Skyrocketing prices of food items, school fees, rent crush hope
By FRED ITUA
Nigeria is in recession. Inflation is at its peak. Jobs have been lost. Homes and families are in jeopardy. Young men are financially too handicap to venture into marriage as a result of the biting economic crunch, occasioned by recession.
In Abuja, particularly, where the cost of living is almost beyond the reach of an ordinary Nigerian, the effects of the recession appear to be more severe. Prices of food items, which were before the Yuletide period moderate, have skyrocketed.
Residents who traveled to their villages during the festive season have returned to a new Abuja with a new price regime. In markets from Wuse to Kubwa, Garki to Dei Dei, the lamentations are the same: cost of food items has hit the roof.
In Dutse Alhaji market, cost of food items since the beginning of the year has gone up by over 20 per cent.
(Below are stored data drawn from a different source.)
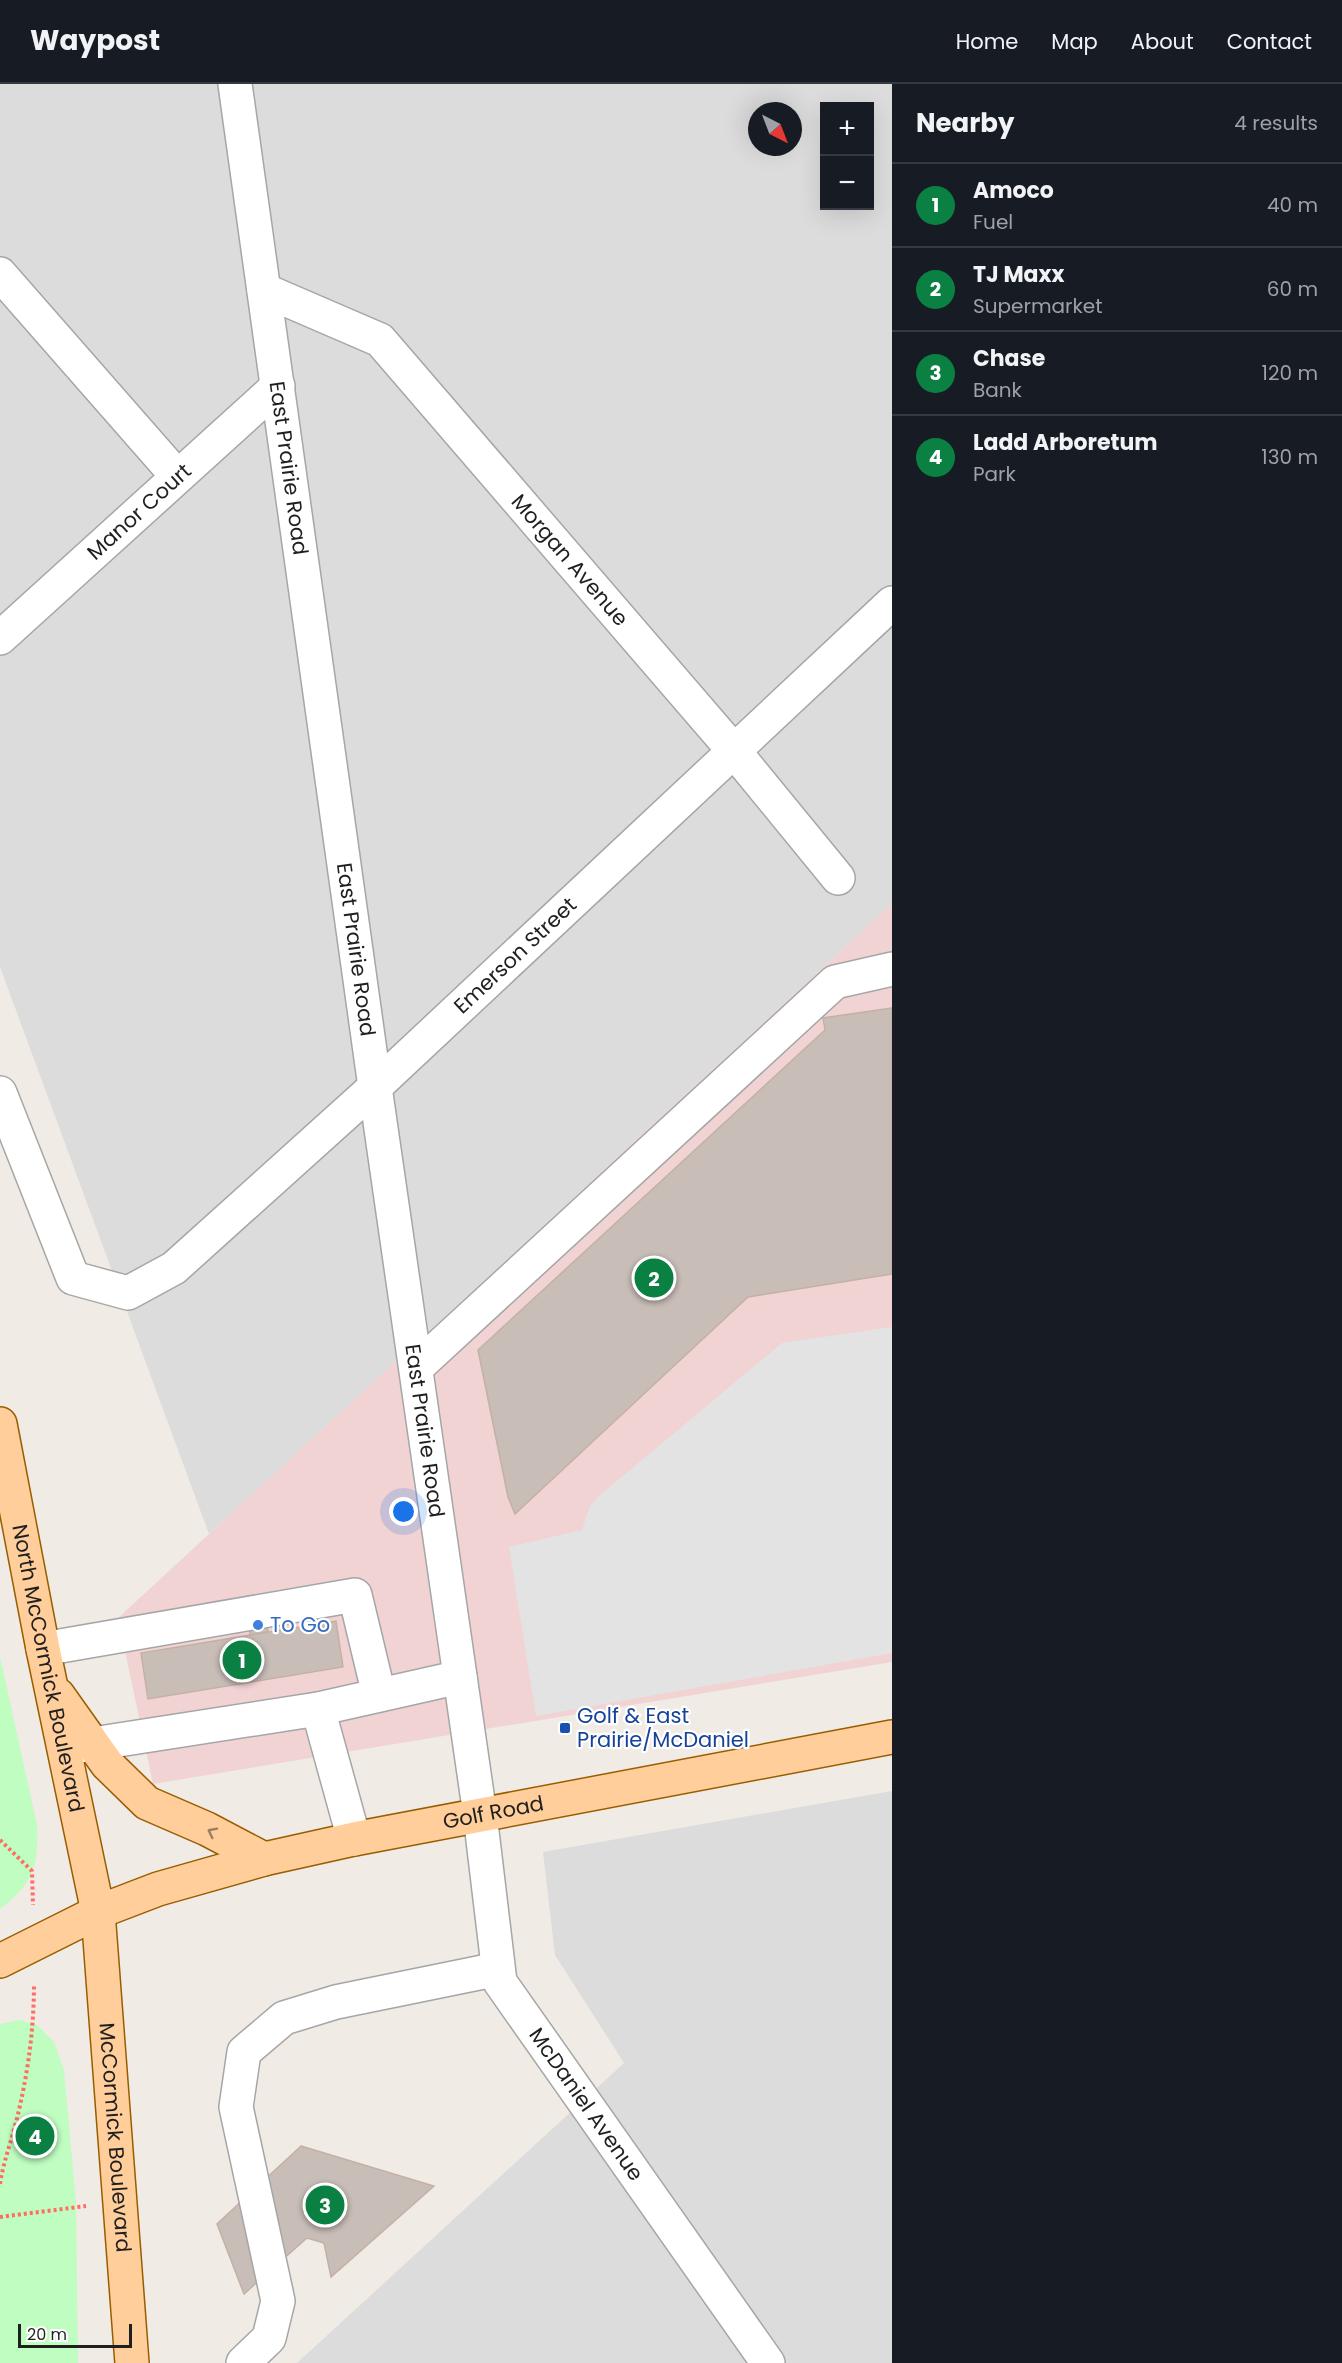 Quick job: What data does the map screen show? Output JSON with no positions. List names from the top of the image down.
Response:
{
  "streets": {
    "main road": ["North McCormick Boulevard", "Golf Road", "McCormick Boulevard"],
    "street": [
      "East Prairie Road",
      "Manor Court",
      "Morgan Avenue",
      "Emerson Street",
      "McDaniel Avenue"
    ]
  },
  "crossings": [
    ["East Prairie Road", "Manor Court"],
    ["East Prairie Road", "Morgan Avenue"],
    ["East Prairie Road", "Emerson Street"],
    ["East Prairie Road", "Golf Road"],
    ["East Prairie Road", "McDaniel Avenue"],
    ["Morgan Avenue", "Emerson Street"],
    ["North McCormick Boulevard", "Golf Road"],
    ["North McCormick Boulevard", "McCormick Boulevard"],
    ["Golf Road", "McDaniel Avenue"],
    ["Golf Road", "McCormick Boulevard"]
  ],
  "places": {
    "other": ["To Go"],
    "transit": ["Golf & East Prairie/McDaniel"]
  },
  "scale_bar": "20 m",
  "north": "bottom right",
  "page": {
    "header": "Waypost",
    "nav": [
      "Home",
      "Map",
      "About",
      "Contact"
    ],
    "heading": ["Nearby", "4 results"],
    "map_buttons": ["+", "−"],
    "list": [
      {
        "mark": "1",
        "name": "Amoco",
        "note": "Fuel",
        "value": "40 m"
      },
      {
        "mark": "2",
        "name": "TJ Maxx",
        "note": "Supermarket",
        "value": "60 m"
      },
      {
        "mark": "3",
        "name": "Chase",
        "note": "Bank",
        "value": "120 m"
      },
      {
        "mark": "4",
        "name": "Ladd Arboretum",
        "note": "Park",
        "value": "130 m"
      }
    ],
    "pins": [
      "2",
      "1",
      "4",
      "3"
    ],
    "scale": "20 m"
  }
}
Rice (local and foreign), gari, fish (frozen and fresh), tomato and oil (local and foreign), among others, have gone up astronomically.
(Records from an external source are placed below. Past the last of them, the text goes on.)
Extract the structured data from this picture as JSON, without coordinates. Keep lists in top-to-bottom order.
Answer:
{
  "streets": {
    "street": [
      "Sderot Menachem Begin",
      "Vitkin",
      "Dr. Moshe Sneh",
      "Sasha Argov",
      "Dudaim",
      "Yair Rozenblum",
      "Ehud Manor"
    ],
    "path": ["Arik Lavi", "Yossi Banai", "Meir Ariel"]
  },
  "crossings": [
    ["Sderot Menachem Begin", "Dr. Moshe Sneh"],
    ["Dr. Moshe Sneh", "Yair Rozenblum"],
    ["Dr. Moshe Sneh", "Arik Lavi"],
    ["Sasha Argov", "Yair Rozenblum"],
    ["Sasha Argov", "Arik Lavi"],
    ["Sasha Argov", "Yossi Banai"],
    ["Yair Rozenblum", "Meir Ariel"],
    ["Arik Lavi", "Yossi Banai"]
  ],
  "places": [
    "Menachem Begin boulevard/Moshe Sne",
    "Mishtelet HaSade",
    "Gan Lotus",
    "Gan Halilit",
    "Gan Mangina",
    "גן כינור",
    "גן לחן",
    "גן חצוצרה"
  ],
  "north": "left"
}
When Daily Sun visited the market, sellers and buyers were exchanging unfriendly banter overt the new prices. Many buyers who could not come to terms with the prices left the market, while several others had to buy what they could immediately afford.
A buyer, Lucky Silas, who said he came to the market to get food stuff for his family, since his pregnant wife could not go through the stress, told our correspondent that he could not afford the new prices. The money he came to the market with was insufficient to buy half of what he had on his list.
He said: “I traveled home for the Christmas period. This is my first time here in the market since I got back this year. What I saw today got me scared. I do not know what is happening. I can no longer cope with this Abuja. I came to the market, thinking things were already bad enough. But when I came here, I discovered that the prices of rice, gari and other basic things I used to buy from the market have gone up. I used to blame my wife and I thought she used to lie to me. But coming here today has showed that Abuja is no longer a city for ordinary people like me. My wife was not lying to me.”
Another respondent, Mrs. Felicia Ado, also decried the new prices. She said, going forward, she would boycott Abuja’s main markets and patronise markets in villages, where prices of food items were fairly cheaper.
She said: “I came here today and realised that what they sell here can no longer be afforded by people like me. I have agreed with my friend who has a space bus, every week, we will drive to Bwari village market. I am aware food items are cheaper there.
“I have other things begging for my attention. What I earn is no longer enough to feed my home. My husband does not earn much too. We are both civil servants and I do not know where we will go from here. This is January and we are yet to pay our children’s school fees.”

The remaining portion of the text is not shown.